Time to Update the Book on California Chardonnay?

Jan 22, 2007 | Blog

I love it when someone proves your humble correspondent wrong. I mean it. Indeed, I loved every last sip of it as I dug into three new California Chardonnays that virtually destroyed the conventional wisdom.

Or perhaps I should just say that my perception — that California Chardonnays in general are fat, flabby and boring — requires a bit of tweaking. So to the list that includes Sonoma Cutrer, Kistler, Gary Farrell, Bouchaine and Franciscan add Nickel & Nickel, the single-vineyard specialist that sprang from Far Niente.

These are all California producers that make Chardonnay with superb structure, balance and personality.
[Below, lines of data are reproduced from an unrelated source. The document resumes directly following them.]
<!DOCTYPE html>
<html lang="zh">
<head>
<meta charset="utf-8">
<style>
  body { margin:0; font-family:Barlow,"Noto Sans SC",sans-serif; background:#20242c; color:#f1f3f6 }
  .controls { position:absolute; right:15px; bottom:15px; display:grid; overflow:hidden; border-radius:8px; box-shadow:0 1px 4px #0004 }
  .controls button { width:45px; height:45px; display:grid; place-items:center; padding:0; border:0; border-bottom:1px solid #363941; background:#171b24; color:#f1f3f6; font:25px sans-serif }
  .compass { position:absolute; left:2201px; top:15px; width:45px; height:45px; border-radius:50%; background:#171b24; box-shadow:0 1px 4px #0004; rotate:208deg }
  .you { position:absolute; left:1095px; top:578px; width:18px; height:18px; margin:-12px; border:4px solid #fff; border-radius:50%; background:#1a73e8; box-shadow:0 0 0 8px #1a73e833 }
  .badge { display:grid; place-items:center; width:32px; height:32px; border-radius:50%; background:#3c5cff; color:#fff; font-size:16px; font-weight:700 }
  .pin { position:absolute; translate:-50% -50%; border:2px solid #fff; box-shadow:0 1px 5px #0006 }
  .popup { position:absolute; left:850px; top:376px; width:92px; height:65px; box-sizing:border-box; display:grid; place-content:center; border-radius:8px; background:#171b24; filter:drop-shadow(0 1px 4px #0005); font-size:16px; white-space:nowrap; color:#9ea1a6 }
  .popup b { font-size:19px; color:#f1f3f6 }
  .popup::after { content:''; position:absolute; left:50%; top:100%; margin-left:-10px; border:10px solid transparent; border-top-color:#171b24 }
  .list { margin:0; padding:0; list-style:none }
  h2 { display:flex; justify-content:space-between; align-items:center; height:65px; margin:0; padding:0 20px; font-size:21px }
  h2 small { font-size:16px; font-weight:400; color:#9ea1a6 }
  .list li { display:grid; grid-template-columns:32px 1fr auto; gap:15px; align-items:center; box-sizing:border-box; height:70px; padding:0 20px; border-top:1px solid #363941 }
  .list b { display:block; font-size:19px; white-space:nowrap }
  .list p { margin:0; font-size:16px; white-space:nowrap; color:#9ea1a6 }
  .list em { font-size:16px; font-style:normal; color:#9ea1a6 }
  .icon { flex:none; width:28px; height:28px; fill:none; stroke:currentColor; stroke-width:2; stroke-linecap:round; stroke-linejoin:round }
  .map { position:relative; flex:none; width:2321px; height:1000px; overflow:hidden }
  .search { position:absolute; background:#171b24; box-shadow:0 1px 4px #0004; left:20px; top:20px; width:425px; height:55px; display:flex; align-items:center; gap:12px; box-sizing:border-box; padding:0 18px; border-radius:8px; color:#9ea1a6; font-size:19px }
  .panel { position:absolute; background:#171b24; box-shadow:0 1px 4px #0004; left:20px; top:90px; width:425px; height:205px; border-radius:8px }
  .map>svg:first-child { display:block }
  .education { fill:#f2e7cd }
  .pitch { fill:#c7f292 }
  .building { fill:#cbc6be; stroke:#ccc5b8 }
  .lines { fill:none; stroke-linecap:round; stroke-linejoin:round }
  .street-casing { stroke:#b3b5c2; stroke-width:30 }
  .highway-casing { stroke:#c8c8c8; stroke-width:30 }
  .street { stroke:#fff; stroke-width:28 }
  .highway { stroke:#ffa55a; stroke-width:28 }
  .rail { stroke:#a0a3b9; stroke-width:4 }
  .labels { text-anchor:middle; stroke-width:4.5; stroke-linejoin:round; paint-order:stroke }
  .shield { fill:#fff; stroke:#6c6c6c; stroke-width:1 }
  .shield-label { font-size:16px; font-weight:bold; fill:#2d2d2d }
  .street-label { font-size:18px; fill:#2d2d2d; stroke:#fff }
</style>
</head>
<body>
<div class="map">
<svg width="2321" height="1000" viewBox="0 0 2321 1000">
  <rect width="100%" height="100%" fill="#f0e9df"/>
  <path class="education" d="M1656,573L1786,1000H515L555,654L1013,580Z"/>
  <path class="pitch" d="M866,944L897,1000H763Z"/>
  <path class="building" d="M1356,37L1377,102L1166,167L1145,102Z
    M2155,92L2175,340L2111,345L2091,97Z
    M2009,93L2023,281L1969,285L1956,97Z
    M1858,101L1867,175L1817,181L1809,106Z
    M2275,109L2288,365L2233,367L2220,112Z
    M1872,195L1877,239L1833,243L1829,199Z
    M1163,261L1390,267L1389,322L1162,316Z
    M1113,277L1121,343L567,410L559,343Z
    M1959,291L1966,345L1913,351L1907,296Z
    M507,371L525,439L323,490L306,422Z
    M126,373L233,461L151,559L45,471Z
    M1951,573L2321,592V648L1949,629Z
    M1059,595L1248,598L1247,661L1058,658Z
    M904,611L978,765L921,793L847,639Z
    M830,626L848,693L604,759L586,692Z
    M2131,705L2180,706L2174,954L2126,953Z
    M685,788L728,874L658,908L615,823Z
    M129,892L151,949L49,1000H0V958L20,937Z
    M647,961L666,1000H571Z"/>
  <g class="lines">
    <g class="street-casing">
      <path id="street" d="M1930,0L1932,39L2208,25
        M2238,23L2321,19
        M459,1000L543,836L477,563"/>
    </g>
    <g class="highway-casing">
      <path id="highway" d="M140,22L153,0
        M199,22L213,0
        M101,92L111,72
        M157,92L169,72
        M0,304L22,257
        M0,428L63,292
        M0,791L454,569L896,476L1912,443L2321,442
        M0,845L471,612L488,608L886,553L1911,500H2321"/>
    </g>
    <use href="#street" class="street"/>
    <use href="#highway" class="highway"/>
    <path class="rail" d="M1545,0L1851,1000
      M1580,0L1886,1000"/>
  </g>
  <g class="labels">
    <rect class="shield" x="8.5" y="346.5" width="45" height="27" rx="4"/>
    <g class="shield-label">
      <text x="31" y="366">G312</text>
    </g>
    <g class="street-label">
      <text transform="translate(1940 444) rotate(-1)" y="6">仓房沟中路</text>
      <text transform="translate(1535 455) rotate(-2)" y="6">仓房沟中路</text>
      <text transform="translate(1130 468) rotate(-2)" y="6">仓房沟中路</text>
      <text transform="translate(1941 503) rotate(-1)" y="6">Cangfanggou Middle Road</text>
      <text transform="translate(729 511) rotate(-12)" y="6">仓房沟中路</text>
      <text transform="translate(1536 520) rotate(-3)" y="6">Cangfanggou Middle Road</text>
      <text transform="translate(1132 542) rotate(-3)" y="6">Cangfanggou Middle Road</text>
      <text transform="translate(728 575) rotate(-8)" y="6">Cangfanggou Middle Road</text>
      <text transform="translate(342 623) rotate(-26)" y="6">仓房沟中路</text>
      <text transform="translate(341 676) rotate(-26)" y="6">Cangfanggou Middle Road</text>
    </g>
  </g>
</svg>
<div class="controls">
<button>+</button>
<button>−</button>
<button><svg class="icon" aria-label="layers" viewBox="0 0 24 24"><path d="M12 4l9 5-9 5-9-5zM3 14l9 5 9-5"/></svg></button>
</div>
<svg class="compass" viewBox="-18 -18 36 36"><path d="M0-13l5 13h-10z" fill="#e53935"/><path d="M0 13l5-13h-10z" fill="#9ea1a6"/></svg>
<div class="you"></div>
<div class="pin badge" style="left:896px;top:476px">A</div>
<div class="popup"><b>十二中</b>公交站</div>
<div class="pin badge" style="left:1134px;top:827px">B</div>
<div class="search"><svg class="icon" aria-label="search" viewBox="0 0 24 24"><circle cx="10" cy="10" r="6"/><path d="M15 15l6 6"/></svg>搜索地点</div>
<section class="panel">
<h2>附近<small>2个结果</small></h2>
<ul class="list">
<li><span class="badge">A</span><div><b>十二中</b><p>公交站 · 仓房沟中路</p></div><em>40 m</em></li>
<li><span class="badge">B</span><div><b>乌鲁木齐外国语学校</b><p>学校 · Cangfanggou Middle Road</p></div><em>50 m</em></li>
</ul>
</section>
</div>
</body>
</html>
The three Nickel & Nickel beauties I tasted last week — Medina Vineyard, Searby Vineyard and Truchard Vineyard — are impressive examples of non-interventionist winemaking and slavish devotion to the concept of terroir, allowing each vineyard to express its uniqueness through its wine. These wines also bode well for the 2005 vintage.

Searby and Medina are both located in the Russian River Valley and impart a similar minerality and steely structure, though the Searby Chardonnay was clearly the more intense and powerful of the two. The Medina was deliciously delicate and provided a floral note that was not evident in the Searby.

Truchard, located in the Carneros region of the Napa Valley, was a complete contrast, delivering a weightier wine with less minerality and an oily texture that screamed Napa Valley, but cut with firm acidity that lifted the fruit.

These are not inexpensive Chardonnays (all come in at $43 suggested retail) but they are certainly less than I would expect to pay for some of the finest California Chardonnay I’ve ever tasted!